Problem description>
In the entries below, how many lines contain "limit"? Answer with the number and nothing else.

Task data>

- - - - - - -

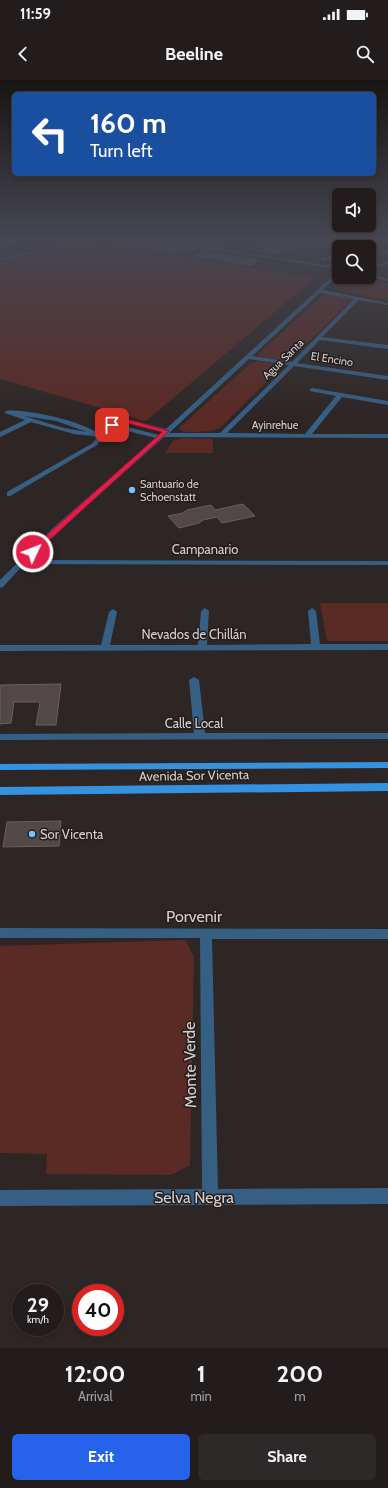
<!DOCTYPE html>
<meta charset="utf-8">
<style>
:root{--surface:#221c1c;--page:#2e2929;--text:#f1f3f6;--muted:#a2a1a3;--line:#3f3a3b;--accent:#2563eb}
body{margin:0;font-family:Cabin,sans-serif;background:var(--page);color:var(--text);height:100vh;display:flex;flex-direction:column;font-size:15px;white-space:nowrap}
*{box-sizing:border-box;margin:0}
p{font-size:13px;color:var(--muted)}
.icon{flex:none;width:22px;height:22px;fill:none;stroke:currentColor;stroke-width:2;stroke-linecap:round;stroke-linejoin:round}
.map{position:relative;height:1268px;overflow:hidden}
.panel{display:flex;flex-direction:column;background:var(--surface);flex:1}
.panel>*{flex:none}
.guide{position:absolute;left:12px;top:12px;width:364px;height:84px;border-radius:6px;box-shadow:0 2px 6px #0003,0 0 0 1px var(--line);background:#1a4fa0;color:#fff;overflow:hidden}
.buttons{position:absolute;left:332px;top:108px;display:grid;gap:8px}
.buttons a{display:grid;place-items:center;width:44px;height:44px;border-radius:6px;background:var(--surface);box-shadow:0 2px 6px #0003,0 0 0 1px var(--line);font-size:20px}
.speed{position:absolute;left:12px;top:1204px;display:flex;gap:8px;font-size:20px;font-weight:700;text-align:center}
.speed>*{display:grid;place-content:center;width:52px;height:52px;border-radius:50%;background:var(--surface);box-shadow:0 2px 6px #0003,0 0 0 1px var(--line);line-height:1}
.speed small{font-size:10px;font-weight:400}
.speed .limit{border:6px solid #d22;background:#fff;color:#111}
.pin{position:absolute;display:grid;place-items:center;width:34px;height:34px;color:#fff;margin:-17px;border-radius:8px;box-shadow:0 2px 6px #0006}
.me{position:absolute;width:44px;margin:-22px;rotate:47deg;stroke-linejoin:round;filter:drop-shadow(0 0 3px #0008)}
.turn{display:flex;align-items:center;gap:14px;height:84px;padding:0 12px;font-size:18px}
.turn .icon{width:52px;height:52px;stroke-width:2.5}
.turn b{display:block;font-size:28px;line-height:34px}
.eta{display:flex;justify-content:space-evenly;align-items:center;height:68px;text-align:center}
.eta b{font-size:24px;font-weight:700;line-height:28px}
.action{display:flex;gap:8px;margin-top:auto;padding:8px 12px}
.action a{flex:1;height:46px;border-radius:6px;background:var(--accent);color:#fff;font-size:16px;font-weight:700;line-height:46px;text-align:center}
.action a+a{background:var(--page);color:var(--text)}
.status{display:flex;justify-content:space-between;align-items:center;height:28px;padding:0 20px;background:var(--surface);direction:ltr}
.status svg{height:11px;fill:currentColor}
header{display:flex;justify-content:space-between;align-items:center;height:52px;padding:0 12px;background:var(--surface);font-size:18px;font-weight:700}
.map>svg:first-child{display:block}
.green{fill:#5a2a25}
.building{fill:#514847;stroke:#69605e}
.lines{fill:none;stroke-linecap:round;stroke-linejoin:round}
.minor{fill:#365f84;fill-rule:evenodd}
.major{fill:#3493e0;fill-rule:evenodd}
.route{fill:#e11d48;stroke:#92132f}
.poi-dot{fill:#7dbef9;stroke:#241d1b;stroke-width:1.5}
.labels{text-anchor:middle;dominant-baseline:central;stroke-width:3;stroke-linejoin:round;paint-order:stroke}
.far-street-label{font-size:11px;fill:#d5d0cf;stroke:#241d1b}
.far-poi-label{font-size:11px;fill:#d5d0cf;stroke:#241d1b;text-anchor:start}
.street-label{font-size:13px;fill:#d5d0cf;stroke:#241d1b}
.poi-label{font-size:13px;fill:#d5d0cf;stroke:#241d1b;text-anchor:start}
.near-street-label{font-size:16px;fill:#d5d0cf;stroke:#241d1b}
</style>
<div class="status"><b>11:59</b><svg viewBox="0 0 49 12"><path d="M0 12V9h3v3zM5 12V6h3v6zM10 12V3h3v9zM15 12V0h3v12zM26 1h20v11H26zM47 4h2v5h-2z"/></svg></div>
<header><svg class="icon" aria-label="back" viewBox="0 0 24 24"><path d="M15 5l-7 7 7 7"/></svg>Beeline<svg class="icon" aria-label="search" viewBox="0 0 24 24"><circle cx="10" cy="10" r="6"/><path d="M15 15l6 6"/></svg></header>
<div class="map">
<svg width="388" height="1268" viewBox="0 0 388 1268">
<rect width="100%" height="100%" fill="#2e2625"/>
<g class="green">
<path d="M92,163l223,35 -169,143 -146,-42v-118z"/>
<path d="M342,197h24l22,6v17l-54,-11 -2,-2z"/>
<path d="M331,214l22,5 -63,60 -7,1 -25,-4v-2l65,-59z"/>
<path d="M259,281l19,3 4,2 -62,62c-8,4 -32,6 -40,2l-1,-2 72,-65z"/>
<path d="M183,358l30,1v14h-48l8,-12z"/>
<path d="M320,523h68v38h-61z"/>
<path d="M185,860l9,16 -4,209 -19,10 -125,-1 1,-20 -47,-1v-207z"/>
</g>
<g class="building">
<path d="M366,160h22v1l-16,6 -19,-2z"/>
<path d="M141,162l45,7 -6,3 -46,-8z"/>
<path d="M285,163l15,3 -24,8 -15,-3z"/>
<path d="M210,173l49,7 -6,3 -49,-8z"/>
<path d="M339,173v10l-17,-4z"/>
<path d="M243,424l12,12 -33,7 -5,-6 -14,3 -4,3 -20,5 -11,-12 15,-3 4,-3 24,-5 4,5z"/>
<path d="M61,604l-5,41h-20l4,-23h-26l-3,21 -11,1v-39z"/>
<path d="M61,741l-2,25 -56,1 4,-25z"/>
</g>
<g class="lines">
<g class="minor">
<path d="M13,160h5l-18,8v-3z"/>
<path d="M89,160h7l-96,20v-2z"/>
<path d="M156,160h9l44,7v-2l28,-5 -25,7 26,4 39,-11 62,8v2l-62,-8 -35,10 97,15v2l-130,-20v2l-9,4 53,9 -2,2 -58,-10 14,-7c-12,-2 -23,4 -35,5l-63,-11 2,-1 61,10 21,-5z"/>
<path d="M388,171v2l-19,6v-2z"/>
<path d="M388,181v3l-19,6v-3z"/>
<path d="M337,192h2v3l-17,15 66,13v2l-29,-5 -37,37 66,8v4l-68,-9 -23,23 91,13v4l-94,-14 -67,67 78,1 31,-38 -26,-5v-2l2,-1 76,13v4l-46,-8 -30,37h76v4l-224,-1 -85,76 -50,47 359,1v4l-364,-1 -21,23 -3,1v-8l54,-53 102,-89 -41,-10 -15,7 3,3 -6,7 -87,51h-3v-4l86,-49 3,-5 -3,-2 -19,-2 -43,-12 -31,15v-5l25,-12 -20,-7v-2c20,-3 74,10 91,21l27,-14 43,11zM320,213l34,6 -62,63 -40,-6zM249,279l40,6 -69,68h-51zM24,336l32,5 31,11 -23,-4zM124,342l38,10 -3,3 -40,-10z"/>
<path d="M369,194l19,5v2l-19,-5z"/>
<path d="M205,528l4,3 -2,34 104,-1 -3,-33 4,-3 4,3 4,33h68v6l-388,1v-6h101l8,-33 4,-3 4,3 -7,33h88l3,-34z"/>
<path d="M194,597l5,3 6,53h183v6l-388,1v-6l194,-1 -5,-53z"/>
<path d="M0,848l388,1v10h-176l6,250 170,-1v16l-388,2v-16l202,-1 -2,-251h-200z"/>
</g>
<g class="major">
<path d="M388,682v6l-388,2v-6z"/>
<path d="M388,703v8l-388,4v-8z"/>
</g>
</g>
<linearGradient id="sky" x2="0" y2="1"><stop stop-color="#191514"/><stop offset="0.47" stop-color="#464751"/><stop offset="1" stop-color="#464751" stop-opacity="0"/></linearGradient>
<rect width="388" height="337" fill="url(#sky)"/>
<path class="route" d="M123,338l46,13 -134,122h-5v-3l132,-118 -39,-10 -11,5 -3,-2z"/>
<g class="poi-dot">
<circle cx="132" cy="410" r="4"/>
<circle cx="32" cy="754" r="4"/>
</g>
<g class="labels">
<g class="far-street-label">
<text transform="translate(283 279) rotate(-44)">Agua Santa</text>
<text transform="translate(332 279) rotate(9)">El Encino</text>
<text x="275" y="345">Ayinrehue</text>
</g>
<g class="far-poi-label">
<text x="140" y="404">Santuario de<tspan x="140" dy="13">Schoenstatt</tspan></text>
</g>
<g class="street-label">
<text x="205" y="469">Campanario</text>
<text x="194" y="554">Nevados de Chillán</text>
<text x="194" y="643">Calle Local</text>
<text transform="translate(194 695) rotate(-1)">Avenida Sor Vicenta</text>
</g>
<g class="poi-label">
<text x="40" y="754">Sor Vicenta</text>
</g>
<g class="near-street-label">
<text x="194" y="836">Porvenir</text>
<text transform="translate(190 985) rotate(-91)">Monte Verde</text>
<text x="194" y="1117">Selva Negra</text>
</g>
</g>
</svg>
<div class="buttons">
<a><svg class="icon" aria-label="sound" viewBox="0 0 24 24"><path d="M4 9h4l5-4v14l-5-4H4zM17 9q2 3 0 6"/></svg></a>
<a><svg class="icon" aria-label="search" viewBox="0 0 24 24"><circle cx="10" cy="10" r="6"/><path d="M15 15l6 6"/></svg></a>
</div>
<div class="speed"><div>29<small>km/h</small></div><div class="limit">40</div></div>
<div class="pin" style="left:112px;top:345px;background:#d93025"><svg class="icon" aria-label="arrive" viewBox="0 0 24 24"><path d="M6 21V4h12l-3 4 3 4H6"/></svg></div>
<svg class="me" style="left:33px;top:472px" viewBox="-20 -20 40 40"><circle r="17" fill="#e11d48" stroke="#fff" stroke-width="3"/><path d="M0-11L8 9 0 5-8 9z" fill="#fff"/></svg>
<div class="guide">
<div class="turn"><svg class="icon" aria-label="left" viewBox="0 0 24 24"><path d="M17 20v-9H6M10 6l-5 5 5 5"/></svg><div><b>160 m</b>Turn left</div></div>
</div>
</div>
<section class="panel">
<div class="eta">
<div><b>12:00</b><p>Arrival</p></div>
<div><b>1</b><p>min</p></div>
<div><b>200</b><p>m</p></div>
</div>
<div class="action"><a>Exit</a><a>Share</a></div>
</section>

- - - - - - -

Output for this exercise>
2